[Start of Attachment]

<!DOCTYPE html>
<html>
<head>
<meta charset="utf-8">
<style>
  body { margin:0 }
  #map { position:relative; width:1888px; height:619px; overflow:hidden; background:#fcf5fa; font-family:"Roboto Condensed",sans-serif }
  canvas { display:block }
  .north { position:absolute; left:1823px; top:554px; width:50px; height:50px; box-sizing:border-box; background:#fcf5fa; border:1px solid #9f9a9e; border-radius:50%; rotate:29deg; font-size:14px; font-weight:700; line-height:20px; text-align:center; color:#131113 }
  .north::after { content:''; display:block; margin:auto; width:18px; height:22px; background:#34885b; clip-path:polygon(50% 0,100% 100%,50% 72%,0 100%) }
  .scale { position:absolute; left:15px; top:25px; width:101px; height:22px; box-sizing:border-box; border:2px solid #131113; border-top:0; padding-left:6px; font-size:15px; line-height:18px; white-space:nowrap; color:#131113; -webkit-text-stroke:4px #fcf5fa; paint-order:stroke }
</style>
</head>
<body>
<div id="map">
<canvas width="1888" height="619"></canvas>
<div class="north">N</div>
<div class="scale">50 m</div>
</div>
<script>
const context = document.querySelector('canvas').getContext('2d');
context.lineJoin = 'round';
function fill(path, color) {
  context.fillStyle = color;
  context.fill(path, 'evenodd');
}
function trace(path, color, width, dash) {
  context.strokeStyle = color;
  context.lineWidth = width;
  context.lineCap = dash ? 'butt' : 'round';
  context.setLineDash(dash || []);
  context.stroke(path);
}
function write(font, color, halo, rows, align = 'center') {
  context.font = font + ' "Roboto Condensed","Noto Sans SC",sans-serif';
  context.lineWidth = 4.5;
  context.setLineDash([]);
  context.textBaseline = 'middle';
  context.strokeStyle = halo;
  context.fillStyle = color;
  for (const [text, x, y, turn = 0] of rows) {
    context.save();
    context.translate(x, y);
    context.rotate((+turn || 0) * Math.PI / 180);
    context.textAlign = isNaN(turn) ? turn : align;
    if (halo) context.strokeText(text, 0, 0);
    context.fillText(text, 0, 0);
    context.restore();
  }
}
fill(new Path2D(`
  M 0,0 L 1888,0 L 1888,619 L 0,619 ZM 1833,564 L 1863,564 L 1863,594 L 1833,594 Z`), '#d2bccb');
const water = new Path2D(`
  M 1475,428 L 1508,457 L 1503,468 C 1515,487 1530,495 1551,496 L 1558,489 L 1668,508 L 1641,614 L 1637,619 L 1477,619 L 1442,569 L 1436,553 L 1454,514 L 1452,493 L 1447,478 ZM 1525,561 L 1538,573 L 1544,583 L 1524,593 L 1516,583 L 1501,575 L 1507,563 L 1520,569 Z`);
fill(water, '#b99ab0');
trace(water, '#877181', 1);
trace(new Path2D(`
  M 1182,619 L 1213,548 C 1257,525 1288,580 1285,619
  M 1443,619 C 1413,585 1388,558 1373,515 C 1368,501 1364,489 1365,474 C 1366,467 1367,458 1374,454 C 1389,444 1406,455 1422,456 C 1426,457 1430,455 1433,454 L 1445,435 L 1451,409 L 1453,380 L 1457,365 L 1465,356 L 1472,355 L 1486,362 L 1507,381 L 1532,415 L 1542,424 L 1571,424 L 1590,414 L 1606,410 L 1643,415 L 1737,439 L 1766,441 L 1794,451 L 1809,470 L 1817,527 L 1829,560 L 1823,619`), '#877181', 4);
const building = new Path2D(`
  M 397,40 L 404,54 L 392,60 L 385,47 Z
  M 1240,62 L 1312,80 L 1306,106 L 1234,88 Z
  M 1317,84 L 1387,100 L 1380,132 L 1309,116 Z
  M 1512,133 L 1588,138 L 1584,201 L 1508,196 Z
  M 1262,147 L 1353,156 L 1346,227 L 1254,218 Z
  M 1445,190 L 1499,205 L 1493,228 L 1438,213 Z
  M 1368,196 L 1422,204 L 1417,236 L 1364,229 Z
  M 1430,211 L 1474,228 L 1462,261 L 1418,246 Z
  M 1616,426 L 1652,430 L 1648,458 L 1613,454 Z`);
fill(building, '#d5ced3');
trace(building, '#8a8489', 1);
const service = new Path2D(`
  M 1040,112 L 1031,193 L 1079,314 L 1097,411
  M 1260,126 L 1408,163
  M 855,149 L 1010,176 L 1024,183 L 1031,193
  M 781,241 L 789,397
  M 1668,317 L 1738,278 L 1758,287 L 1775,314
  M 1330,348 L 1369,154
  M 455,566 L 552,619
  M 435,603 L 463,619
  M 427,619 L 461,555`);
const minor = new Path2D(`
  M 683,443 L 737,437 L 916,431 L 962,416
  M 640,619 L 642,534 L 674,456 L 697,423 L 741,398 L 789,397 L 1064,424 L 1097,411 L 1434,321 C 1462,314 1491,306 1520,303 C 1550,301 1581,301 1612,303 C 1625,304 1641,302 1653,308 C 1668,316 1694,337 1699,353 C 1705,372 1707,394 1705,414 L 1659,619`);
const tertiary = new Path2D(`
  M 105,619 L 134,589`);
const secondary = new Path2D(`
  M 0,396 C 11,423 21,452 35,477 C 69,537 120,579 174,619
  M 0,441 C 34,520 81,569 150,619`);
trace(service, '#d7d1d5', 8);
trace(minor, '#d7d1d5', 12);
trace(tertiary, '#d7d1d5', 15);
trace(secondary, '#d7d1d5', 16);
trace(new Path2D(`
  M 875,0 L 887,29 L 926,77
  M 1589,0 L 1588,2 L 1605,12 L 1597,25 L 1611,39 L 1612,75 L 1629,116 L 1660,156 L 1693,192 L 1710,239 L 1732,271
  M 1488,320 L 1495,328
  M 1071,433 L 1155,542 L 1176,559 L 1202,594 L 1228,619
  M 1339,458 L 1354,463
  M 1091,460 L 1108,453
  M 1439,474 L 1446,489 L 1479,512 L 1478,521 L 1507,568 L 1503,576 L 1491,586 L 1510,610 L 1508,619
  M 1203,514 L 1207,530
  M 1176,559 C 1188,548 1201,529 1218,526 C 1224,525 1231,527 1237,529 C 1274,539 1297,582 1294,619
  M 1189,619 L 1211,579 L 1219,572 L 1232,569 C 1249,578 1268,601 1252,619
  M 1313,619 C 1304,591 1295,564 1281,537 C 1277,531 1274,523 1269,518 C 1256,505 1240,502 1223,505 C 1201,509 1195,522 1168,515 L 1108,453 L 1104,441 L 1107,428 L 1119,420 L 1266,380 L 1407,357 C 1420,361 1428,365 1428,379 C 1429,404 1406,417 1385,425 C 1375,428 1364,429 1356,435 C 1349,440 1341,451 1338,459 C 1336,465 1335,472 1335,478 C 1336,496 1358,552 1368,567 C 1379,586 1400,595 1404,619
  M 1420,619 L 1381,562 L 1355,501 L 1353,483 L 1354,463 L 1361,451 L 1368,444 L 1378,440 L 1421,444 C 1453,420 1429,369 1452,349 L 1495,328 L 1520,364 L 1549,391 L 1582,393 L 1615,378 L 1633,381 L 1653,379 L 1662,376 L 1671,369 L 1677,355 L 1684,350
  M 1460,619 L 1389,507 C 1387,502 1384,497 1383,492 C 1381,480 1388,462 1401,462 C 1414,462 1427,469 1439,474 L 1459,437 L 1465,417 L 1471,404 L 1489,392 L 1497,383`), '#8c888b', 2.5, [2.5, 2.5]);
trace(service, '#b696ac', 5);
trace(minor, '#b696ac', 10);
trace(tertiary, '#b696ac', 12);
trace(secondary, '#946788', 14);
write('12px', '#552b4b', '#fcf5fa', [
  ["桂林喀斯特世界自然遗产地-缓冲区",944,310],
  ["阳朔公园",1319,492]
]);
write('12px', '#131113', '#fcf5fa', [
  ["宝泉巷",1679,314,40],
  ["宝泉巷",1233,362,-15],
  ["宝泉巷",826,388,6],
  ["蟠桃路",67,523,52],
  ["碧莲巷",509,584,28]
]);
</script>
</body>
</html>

[End of Attachment]

= TASK DETAILS =
Search the listing above for lines containing "turn", and copy them.

= SOLUTION FOR THIS TASK =
  for (const [text, x, y, turn = 0] of rows) {
    context.rotate((+turn || 0) * Math.PI / 180);
    context.textAlign = isNaN(turn) ? turn : align;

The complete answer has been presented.